# Problem details:
Lines from the one containing "List all street" through the last line of the data below are to be returned exactly; leave out the rest.

# Records from a data collection:
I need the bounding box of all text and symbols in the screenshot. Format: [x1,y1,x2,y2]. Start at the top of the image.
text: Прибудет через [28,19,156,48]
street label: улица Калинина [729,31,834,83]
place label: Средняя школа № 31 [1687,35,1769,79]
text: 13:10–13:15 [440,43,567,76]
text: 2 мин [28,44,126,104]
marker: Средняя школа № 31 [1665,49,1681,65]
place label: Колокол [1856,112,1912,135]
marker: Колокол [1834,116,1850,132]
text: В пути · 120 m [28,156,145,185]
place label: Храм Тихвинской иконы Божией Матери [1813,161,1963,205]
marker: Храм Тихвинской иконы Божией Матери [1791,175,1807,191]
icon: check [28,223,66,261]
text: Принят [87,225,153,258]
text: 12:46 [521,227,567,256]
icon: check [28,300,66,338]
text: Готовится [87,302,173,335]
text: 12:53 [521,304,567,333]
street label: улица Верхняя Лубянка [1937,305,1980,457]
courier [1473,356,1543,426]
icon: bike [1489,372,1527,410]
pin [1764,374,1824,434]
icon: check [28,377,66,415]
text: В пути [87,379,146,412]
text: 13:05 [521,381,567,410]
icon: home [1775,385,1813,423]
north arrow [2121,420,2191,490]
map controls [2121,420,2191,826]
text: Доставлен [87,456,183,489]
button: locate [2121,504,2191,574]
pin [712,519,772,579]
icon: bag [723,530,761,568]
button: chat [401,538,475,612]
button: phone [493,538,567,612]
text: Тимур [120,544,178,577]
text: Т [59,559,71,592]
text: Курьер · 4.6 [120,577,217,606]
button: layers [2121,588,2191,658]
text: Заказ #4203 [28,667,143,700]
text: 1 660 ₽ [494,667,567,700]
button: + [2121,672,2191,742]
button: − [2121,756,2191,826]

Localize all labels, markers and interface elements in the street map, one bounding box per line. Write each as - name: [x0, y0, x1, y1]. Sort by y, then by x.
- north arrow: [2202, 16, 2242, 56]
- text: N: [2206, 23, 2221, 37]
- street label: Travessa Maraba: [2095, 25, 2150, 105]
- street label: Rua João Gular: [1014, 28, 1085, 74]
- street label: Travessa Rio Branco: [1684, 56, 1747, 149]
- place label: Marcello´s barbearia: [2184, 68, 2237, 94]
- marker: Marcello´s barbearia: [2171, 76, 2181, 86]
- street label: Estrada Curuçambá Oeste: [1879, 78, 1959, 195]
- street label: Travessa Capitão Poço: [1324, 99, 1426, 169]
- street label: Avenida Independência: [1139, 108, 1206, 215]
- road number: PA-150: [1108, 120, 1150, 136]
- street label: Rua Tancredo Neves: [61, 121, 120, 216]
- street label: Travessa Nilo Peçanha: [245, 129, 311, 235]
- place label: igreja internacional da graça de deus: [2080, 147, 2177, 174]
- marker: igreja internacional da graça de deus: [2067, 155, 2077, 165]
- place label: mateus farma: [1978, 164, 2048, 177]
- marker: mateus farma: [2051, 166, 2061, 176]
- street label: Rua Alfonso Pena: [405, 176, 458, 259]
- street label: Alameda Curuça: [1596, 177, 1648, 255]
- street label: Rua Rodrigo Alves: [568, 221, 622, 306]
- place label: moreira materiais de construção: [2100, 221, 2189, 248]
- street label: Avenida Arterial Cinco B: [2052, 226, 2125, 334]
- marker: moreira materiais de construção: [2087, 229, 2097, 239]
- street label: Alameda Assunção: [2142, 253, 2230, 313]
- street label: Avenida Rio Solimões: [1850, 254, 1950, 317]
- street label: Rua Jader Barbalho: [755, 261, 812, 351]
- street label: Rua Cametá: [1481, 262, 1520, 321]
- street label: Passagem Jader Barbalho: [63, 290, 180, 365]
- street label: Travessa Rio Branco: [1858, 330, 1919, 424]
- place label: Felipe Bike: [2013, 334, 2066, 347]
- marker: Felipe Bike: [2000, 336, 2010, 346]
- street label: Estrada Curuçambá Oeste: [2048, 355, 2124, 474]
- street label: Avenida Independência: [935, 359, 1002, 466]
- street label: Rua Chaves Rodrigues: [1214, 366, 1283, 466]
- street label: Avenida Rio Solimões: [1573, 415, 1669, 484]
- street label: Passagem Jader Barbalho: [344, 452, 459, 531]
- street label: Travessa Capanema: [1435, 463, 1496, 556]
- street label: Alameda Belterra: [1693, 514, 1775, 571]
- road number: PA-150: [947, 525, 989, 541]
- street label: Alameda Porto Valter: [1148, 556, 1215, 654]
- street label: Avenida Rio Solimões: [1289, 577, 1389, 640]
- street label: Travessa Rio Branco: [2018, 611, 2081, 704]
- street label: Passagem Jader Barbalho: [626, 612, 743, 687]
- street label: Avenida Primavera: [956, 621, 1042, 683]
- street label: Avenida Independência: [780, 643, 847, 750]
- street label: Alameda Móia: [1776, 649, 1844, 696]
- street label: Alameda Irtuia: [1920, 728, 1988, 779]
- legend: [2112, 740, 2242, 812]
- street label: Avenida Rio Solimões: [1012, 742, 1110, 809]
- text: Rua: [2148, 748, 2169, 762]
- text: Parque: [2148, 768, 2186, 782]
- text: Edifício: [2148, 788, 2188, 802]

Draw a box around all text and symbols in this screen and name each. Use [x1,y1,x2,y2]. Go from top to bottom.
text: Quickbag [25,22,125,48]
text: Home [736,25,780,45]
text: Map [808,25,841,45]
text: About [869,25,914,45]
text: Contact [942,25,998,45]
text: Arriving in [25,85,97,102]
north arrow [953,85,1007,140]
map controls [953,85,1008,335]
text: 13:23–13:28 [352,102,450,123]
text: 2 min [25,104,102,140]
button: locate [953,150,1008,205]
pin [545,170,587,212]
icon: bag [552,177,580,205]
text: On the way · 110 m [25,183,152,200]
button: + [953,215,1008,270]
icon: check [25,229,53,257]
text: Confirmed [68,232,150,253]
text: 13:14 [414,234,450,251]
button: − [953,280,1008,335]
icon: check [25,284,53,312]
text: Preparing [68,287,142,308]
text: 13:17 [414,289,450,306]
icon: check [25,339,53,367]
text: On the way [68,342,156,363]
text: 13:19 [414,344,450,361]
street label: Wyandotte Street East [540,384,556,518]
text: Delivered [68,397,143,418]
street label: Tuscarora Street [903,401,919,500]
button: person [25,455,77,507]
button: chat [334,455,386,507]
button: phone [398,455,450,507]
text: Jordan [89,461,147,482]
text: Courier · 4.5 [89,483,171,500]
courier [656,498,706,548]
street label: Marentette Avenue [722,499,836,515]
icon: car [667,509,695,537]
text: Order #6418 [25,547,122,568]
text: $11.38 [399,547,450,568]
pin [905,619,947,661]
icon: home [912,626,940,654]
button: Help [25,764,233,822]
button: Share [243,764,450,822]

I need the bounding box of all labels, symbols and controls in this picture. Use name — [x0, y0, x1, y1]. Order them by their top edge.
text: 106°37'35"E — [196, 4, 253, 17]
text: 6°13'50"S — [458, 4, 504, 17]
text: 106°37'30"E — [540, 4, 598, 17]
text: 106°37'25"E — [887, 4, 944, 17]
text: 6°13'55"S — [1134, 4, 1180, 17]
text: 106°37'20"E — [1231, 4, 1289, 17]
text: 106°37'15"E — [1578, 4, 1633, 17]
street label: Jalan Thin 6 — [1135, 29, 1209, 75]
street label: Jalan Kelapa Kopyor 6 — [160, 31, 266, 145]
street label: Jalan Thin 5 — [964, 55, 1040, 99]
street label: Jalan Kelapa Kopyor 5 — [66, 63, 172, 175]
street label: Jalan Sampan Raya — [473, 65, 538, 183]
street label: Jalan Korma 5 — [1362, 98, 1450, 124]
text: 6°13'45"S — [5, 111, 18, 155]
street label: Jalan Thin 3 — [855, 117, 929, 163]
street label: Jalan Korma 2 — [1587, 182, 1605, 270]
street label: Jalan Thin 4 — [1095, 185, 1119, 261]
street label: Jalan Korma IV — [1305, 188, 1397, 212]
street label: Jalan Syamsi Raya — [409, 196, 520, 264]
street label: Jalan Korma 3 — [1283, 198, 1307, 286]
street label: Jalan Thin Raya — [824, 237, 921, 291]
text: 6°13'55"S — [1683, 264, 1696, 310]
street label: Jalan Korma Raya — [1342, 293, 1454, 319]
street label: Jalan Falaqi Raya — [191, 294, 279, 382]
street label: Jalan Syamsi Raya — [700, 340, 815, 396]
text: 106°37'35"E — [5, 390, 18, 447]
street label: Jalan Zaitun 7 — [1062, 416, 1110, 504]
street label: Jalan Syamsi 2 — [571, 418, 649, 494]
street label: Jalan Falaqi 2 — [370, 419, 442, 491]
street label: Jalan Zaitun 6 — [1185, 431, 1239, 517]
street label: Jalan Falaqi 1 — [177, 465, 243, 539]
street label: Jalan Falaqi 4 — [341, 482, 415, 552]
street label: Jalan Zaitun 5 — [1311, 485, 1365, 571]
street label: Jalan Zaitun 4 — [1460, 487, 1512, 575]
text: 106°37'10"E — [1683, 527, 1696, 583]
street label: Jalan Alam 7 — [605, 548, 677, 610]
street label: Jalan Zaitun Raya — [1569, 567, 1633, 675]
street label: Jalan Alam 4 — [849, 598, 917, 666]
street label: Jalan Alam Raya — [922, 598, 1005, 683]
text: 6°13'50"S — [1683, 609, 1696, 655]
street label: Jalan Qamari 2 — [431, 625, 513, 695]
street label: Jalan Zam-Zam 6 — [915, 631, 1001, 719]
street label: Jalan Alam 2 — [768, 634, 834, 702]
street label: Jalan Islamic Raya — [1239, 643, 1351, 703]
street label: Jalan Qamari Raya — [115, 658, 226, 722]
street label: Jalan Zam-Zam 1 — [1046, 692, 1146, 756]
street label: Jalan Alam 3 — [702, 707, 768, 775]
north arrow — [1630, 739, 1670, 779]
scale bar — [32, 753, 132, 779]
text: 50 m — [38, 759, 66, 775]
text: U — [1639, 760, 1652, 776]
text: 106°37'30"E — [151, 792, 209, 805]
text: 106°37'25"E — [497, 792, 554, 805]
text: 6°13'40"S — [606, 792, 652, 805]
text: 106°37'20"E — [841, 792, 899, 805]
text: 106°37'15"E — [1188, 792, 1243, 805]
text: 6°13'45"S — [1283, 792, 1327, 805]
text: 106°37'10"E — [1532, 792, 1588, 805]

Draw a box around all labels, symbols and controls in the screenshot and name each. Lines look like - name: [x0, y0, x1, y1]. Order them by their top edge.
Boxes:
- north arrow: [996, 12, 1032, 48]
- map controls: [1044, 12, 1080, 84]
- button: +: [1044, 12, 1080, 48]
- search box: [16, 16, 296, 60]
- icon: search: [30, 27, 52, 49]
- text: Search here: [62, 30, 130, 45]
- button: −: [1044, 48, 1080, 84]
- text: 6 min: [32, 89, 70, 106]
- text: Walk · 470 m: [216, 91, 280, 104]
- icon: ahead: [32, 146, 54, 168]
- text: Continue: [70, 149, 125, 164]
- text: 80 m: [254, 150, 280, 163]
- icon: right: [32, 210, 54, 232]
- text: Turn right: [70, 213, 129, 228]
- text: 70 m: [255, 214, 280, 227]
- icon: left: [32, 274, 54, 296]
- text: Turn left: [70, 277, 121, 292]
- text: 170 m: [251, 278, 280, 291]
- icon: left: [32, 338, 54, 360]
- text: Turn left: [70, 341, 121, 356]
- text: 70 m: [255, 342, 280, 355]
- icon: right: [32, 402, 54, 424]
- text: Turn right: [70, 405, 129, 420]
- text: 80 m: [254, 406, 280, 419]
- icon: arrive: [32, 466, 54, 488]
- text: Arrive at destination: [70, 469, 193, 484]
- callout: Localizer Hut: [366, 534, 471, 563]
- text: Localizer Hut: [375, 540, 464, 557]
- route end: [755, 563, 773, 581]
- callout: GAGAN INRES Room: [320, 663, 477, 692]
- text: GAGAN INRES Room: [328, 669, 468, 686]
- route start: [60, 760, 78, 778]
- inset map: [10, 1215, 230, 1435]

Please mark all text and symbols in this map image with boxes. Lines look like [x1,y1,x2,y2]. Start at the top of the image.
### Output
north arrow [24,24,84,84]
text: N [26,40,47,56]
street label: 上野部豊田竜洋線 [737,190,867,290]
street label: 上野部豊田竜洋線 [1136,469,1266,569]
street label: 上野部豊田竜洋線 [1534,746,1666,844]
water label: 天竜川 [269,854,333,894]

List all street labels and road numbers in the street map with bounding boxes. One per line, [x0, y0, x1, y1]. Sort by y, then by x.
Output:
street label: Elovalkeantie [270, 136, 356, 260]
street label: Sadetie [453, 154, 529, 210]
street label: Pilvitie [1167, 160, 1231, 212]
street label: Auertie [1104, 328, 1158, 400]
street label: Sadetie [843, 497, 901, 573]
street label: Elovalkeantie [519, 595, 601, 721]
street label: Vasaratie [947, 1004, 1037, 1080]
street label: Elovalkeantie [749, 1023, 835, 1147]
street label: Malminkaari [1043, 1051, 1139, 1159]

# Task result:
List all street labels and road numbers in the street map with bounding boxes. One per line, [x0, y0, x1, y1]. Sort by y, then by x.
Output:
street label: Elovalkeantie [270, 136, 356, 260]
street label: Sadetie [453, 154, 529, 210]
street label: Pilvitie [1167, 160, 1231, 212]
street label: Auertie [1104, 328, 1158, 400]
street label: Sadetie [843, 497, 901, 573]
street label: Elovalkeantie [519, 595, 601, 721]
street label: Vasaratie [947, 1004, 1037, 1080]
street label: Elovalkeantie [749, 1023, 835, 1147]
street label: Malminkaari [1043, 1051, 1139, 1159]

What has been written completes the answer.